**Task requirements**
Nothing should differ. Repeat every record as written.

**Excerpted data**
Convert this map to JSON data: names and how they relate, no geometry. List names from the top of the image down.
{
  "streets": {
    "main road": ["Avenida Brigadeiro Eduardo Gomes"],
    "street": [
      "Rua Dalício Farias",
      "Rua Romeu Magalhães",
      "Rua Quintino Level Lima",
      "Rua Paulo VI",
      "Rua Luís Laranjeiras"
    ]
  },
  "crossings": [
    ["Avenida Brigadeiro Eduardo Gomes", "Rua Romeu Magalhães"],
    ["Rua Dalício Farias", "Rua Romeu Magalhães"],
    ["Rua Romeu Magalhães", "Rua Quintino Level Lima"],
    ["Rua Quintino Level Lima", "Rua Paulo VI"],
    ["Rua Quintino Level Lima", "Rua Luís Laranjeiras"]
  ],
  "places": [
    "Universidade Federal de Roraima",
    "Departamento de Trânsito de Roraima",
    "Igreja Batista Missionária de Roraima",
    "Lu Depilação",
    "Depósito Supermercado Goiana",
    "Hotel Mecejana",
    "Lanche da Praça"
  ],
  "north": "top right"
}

**Exercise result**
Convert this map to JSON data: names and how they relate, no geometry. List names from the top of the image down.
{
  "streets": {
    "main road": ["Avenida Brigadeiro Eduardo Gomes"],
    "street": [
      "Rua Dalício Farias",
      "Rua Romeu Magalhães",
      "Rua Quintino Level Lima",
      "Rua Paulo VI",
      "Rua Luís Laranjeiras"
    ]
  },
  "crossings": [
    ["Avenida Brigadeiro Eduardo Gomes", "Rua Romeu Magalhães"],
    ["Rua Dalício Farias", "Rua Romeu Magalhães"],
    ["Rua Romeu Magalhães", "Rua Quintino Level Lima"],
    ["Rua Quintino Level Lima", "Rua Paulo VI"],
    ["Rua Quintino Level Lima", "Rua Luís Laranjeiras"]
  ],
  "places": [
    "Universidade Federal de Roraima",
    "Departamento de Trânsito de Roraima",
    "Igreja Batista Missionária de Roraima",
    "Lu Depilação",
    "Depósito Supermercado Goiana",
    "Hotel Mecejana",
    "Lanche da Praça"
  ],
  "north": "top right"
}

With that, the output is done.